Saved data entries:
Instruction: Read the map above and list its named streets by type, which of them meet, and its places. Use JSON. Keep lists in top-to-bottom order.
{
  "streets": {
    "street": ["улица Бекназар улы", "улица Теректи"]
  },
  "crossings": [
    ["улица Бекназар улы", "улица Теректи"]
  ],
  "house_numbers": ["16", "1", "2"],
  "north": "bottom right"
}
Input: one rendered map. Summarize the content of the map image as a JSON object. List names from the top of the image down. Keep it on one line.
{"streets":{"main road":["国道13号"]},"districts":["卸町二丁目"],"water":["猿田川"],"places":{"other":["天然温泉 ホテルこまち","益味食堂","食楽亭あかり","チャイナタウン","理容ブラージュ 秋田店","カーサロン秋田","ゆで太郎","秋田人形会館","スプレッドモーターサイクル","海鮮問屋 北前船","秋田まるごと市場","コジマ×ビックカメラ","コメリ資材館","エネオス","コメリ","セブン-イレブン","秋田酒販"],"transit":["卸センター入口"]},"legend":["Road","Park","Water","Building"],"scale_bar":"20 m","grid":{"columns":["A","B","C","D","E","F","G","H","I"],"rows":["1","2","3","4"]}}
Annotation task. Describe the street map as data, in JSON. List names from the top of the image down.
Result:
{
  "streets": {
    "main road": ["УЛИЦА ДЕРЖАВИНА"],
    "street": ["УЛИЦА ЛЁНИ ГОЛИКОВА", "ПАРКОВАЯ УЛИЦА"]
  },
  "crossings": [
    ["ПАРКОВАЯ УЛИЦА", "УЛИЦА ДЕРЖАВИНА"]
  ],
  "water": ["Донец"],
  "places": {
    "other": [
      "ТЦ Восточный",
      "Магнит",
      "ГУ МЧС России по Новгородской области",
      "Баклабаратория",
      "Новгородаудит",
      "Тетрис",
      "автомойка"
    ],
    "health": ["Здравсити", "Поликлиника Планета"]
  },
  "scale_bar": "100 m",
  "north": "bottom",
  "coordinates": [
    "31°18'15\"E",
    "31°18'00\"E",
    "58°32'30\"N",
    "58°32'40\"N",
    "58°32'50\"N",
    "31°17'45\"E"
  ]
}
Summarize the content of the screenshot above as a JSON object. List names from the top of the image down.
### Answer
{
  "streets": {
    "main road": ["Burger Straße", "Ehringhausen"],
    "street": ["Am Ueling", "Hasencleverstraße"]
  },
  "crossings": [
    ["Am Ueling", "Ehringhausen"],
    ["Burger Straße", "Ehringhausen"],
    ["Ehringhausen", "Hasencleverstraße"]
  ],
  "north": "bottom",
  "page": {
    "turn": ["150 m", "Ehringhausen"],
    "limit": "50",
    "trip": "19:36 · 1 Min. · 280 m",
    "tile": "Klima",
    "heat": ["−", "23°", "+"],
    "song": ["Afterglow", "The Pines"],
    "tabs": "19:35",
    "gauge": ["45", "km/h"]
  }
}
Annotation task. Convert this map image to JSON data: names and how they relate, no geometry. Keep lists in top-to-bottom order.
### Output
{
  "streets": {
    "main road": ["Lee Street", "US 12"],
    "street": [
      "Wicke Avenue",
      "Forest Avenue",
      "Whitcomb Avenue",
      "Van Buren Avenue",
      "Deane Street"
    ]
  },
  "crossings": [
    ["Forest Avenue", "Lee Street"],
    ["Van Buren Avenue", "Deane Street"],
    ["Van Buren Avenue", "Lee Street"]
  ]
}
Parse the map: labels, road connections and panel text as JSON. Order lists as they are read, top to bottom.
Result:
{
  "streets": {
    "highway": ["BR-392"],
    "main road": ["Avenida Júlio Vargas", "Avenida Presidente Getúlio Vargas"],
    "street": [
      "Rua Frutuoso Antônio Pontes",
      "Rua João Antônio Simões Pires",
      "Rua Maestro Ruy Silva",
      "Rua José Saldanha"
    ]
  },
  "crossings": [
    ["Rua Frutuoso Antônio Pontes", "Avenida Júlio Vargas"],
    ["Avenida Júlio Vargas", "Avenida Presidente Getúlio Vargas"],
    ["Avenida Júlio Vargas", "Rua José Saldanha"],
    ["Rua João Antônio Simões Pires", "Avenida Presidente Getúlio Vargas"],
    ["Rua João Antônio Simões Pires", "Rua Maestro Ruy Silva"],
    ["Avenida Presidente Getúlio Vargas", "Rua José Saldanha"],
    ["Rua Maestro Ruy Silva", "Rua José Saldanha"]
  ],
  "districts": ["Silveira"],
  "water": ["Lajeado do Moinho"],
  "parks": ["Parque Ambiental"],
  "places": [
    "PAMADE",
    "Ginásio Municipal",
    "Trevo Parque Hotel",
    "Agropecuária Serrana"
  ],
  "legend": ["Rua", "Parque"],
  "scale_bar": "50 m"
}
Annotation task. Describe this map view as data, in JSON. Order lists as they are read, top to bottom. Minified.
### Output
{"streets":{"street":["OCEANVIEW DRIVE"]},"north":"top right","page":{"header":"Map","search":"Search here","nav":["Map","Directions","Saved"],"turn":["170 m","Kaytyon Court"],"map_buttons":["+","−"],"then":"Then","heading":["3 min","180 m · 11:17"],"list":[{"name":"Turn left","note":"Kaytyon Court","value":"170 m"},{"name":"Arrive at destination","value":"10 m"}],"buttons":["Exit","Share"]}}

- **Task**: For every line above that includes the string "Describe", copy the line.

- **Answer for this exercise**:
Annotation task. Describe the street map as data, in JSON. List names from the top of the image down.
Annotation task. Describe this map view as data, in JSON. Order lists as they are read, top to bottom. Minified.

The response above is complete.